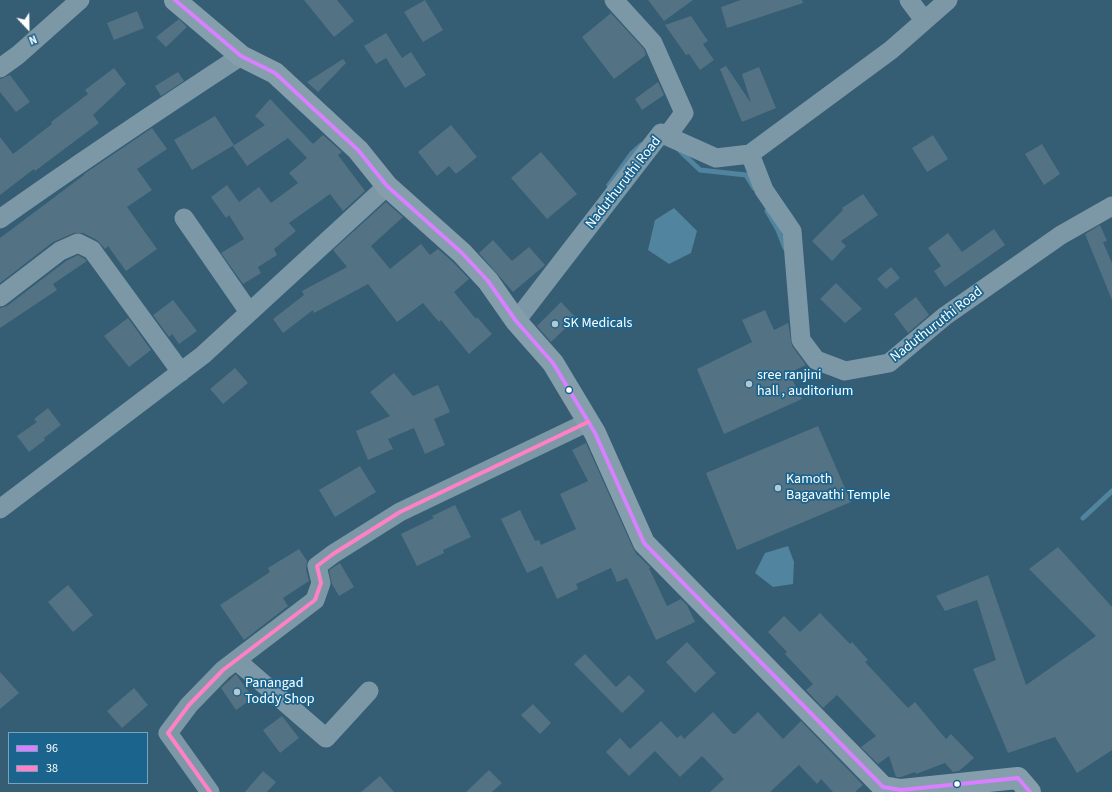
<!DOCTYPE html>
<html>
<head>
<meta charset="utf-8">
<style>
	body { margin:0 }
	#map { position:relative; width:1112px; height:792px; overflow:hidden; background:#355d73; font-family:"Source Sans 3",sans-serif }
	canvas { display:block }
	.legend { position:absolute; left:8px; top:732px; width:140px; height:52px; box-sizing:border-box; background:#1b648d; border:1px solid #76a2bb; margin:0; padding:5px 7px; list-style:none; font-size:12px; color:#fff }
	.legend li { display:flex; align-items:center; gap:8px; height:20px }
	.legend b { width:20px; border:1px solid #76a2bb }
	.north { position:absolute; left:8px; top:8px; width:40px; height:40px; -webkit-text-stroke:3px #1b648d; paint-order:stroke; rotate:158deg; font-size:11px; font-weight:700; line-height:16px; text-align:center; color:#fff }
	.north::after { content:''; display:block; margin:auto; width:14px; height:18px; background:#fff; clip-path:polygon(50% 0,100% 100%,50% 72%,0 100%) }
</style>
</head>
<body>
<div id="map">
<canvas width="1112" height="792"></canvas>
<ul class="legend">
<li><b style="height:5px;background:#d880ff"></b>96</li>
<li><b style="height:5px;background:#ff80c5"></b>38</li>
</ul>
<div class="north">N</div>
</div>
<script>
const ctx = document.querySelector('canvas').getContext('2d');
ctx.lineJoin = 'round';
function fill(path, color) { ctx.fillStyle = color; ctx.fill(path, 'evenodd'); }
function strokePath(path, color, width, dash) { ctx.strokeStyle = color; ctx.lineWidth = width; ctx.lineCap = dash ? 'butt' : 'round'; ctx.setLineDash(dash || []); ctx.stroke(path); }
function drawText(font, color, halo, rows, align = 'center') {
  ctx.font = font + ' "Source Sans 3",sans-serif'; ctx.lineWidth = 3.5; ctx.setLineDash([]); ctx.textBaseline = 'middle'; ctx.strokeStyle = halo; ctx.fillStyle = color; for (const [text, x, y, turn = 0] of rows) {
    ctx.save(); ctx.translate(x, y); ctx.rotate((+turn || 0) * Math.PI / 180); ctx.textAlign = isNaN(turn) ? turn : align; if (halo) ctx.strokeText(text, 0, 0); ctx.fillText(text, 0, 0); ctx.restore();
  }
}
fill(new Path2D(`
	M674,208L697,231L691,253L669,264L648,250L655,220Z
	M788,546L794,562L793,584L773,587L755,573L765,553Z`), '#51849f');
strokePath(new Path2D(`
	M680,151L700,170L746,175L754,188
	M609,185L632,153L641,145
	M767,211L778,230L785,248
	M1083,518L1112,491`), '#51849f', 5);
fill(new Path2D(`
	M304,0H337L354,21L334,37Z
	M425,0L443,30L423,42L404,12Z
	M648,0H693L664,21Z
	M741,0H802L803,3L727,28L721,7Z
	M137,11L144,28L114,40L107,23Z
	M611,13L644,49L646,55L614,79L582,37Z
	M691,16L708,41L703,44L714,60L700,70L689,54L686,55L665,25Z
	M179,19L187,27L166,47L156,37Z
	M386,33L402,58L411,52L426,75L405,88L386,58L376,64L364,46Z
	M343,59L346,63L318,92L307,82Z
	M726,66L751,103L742,74L759,67L776,108L742,122L720,69Z
	M114,68L126,84L93,115L99,123L35,171L34,169L0,195V137L13,154L52,124L51,122L88,94L85,90Z
	M178,72L184,81L161,96L155,86Z
	M10,75L30,102L16,112L0,92V79Z
	M658,82L664,95L642,110L635,99Z
	M270,99L313,144L323,135L342,152L338,155L365,191L343,211L330,194L289,223L296,231L274,249L277,255L258,267L261,273L243,284L221,253L244,239L229,215L226,218L211,197L227,185L239,202L259,187L271,203L298,183L289,173L307,158L288,138L247,166L233,146L265,125L255,116Z
	M215,116L234,145L192,170L174,140Z
	M451,125L477,157L456,174L449,166L437,176L418,152Z
	M152,128L167,149L137,169L152,190L127,207L157,249L126,271L108,246L105,249L97,240L83,233H74L53,242L0,283V238L84,175V174Z
	M933,135L948,159L927,172L912,148Z
	M1042,144L1060,174L1044,185L1025,154Z
	M541,152L577,194L547,219L511,178Z
	M863,194L878,215L841,241L846,246L832,261L812,241L843,210L842,208Z
	M386,202L403,217L371,246L390,269L421,244L430,255L438,249L453,262L469,279L454,292L476,319L477,317L492,334L469,354L441,320L439,322L423,303L397,322L368,284L314,313L313,310L283,333L273,319L304,295L302,291L347,267L333,250Z
	M1100,225L1107,241L1103,242L1112,263V300L1085,234Z
	M994,229L1005,245L945,287L934,271L941,266L928,248L948,233L962,252Z
	M493,240L512,261L529,247L545,265L513,292L479,253Z
	M78,255L85,259L87,261L53,284L57,290L0,328V308L7,306L66,261Z
	M891,267L900,278L886,289L877,279Z
	M836,283L862,309L845,323L820,299Z
	M916,297L929,315L908,333L894,314Z
	M173,300L197,331L179,344L172,334L169,337L153,315Z
	M561,302L576,318L551,342L537,326Z
	M765,310L774,330L788,323L792,346L806,365L789,373L802,399L724,434L697,369L752,342L742,320Z
	M128,318L151,350L129,367L104,336Z
	M235,368L248,383L223,404L210,389Z
	M394,373L413,396L438,385L450,412L434,419L445,445L425,454L414,428L388,439L393,449L368,460L356,431L390,416L370,392Z
	M48,408L61,425L44,438L45,440L29,452L17,436L37,422L34,419Z
	M818,426L851,502L737,550L706,473Z
	M586,443L633,548L637,555H638L651,568H649L667,606L681,599L687,605L695,622L656,640L627,578L617,582L611,568L576,584L578,589L557,599L542,566L527,573L501,519L520,510L535,541L539,540L541,545L576,529L560,494L588,481L572,450Z
	M360,466L376,492L335,517L319,490Z
	M455,505L471,537L443,550L444,553L417,566L401,534L434,518L432,516Z
	M1058,547L1112,607V750L1077,773L1055,737L1008,753L973,669L996,660L977,600L945,611L936,596L988,575L1026,685L1096,636L1029,569Z
	M299,549L307,561L306,569L309,581L283,598L288,606L244,640L220,605L270,572L268,568Z
	M340,563L354,587L339,596L332,584L329,570Z
	M68,585L93,615L73,632L48,602Z
	M820,613L850,644L852,642L868,660L865,662L908,708L915,702L946,739L951,734L974,758L959,771L953,772L945,763L916,774L915,772L901,777H896L889,756L878,764L861,747L876,736L837,695L823,708L806,690L813,684L785,654L787,652L768,632L784,616L800,632Z
	M687,642L716,673L695,693L666,662Z
	M585,654L616,687L629,675L645,691L622,713L574,664Z
	M0,672L19,693L0,709Z
	M236,674L253,698L236,710L221,688Z
	M134,688L148,705L122,728L107,711Z
	M533,704L551,723L540,734L521,715Z
	M713,712L733,734H735L758,712L783,739L801,721L863,785L855,792H833L821,779L817,784L799,765L770,792H710L724,779L702,756L680,777L655,751L629,776L606,752L620,738L630,749L661,721L677,738L681,735L684,739Z
	M282,716L299,738L280,753L263,730Z
	M489,770L502,783L492,792H466Z
	M263,771L276,782L267,792H245Z
	M380,776L394,792H361Z`), '#537385');
strokePath(new Path2D(`
	M614,0L653,43L684,113L667,136
	M909,0L924,20
	M0,68L18,55L80,0
	M750,154L891,50L948,0
	M184,218L249,312
	M0,219C79,163 160,109 241,56
	M0,297L60,251L78,243L92,250L181,372
	M516,321L661,133L667,136L716,158L750,154L764,190L792,231L801,340L816,360L845,371L889,363L945,316L1061,235L1112,206
	M0,509L203,355L387,186
	M236,660L326,738L369,691
	M210,792L168,733L189,705L223,670L315,600L321,583L317,566L333,554L400,512L588,422`), '#7c98a7', 19);
strokePath(new Path2D(`
	M175,0L241,56L275,73L358,150L387,186L462,253L488,281L516,321L553,363L595,433L644,543L883,787L901,790L1018,778L1030,792`), '#849eac', 22);
strokePath(new Path2D(`
	M175,0L241,56L275,73L358,150L387,186L462,253L488,281L516,321L553,363L595,433L644,543L883,787L901,790L1018,778L1030,792`), '#d880ff', 4);
strokePath(new Path2D(`
	M210,792L168,733L189,705L223,670L315,600L321,583L317,566L333,554L400,512L588,422`), '#ff80c5', 4);
for (const [x, y, r, color] of [
	[555,324,4,"#b8c6ce"],
	[749,384,4,"#b8c6ce"],
	[569,390,3.5,"#fff"],
	[778,488,4,"#b8c6ce"],
	[237,692,4,"#b8c6ce"],
	[957,784,3.5,"#fff"]
]) { const dot = new Path2D(); dot.arc(x, y, r, 0, 2 * Math.PI); ctx.fillStyle = color; ctx.fill(dot); strokePath(dot, '#1b648d', 1.5); }
drawText('14px', '#fff', '#1b648d', [
	["Naduthuruthi Road",624,183,-52],
	["Naduthuruthi Road",937,325,-38]
]);
drawText('14px', '#fff', '#1b648d', [
	["SK Medicals",563,324],
	["sree ranjini",757,376],
	["hall , auditorium",757,392],
	["Kamoth",786,480],
	["Bagavathi Temple",786,496],
	["Panangad",245,684],
	["Toddy Shop",245,700]
], 'left');
</script>
</body>
</html>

....................

Directions for this task:
Your answer should consist of copies of the lines above that include the string "block".

Solved problem:
	canvas { display:block }
	.north::after { content:''; display:block; margin:auto; width:14px; height:18px; background:#fff; clip-path:polygon(50% 0,100% 100%,50% 72%,0 100%) }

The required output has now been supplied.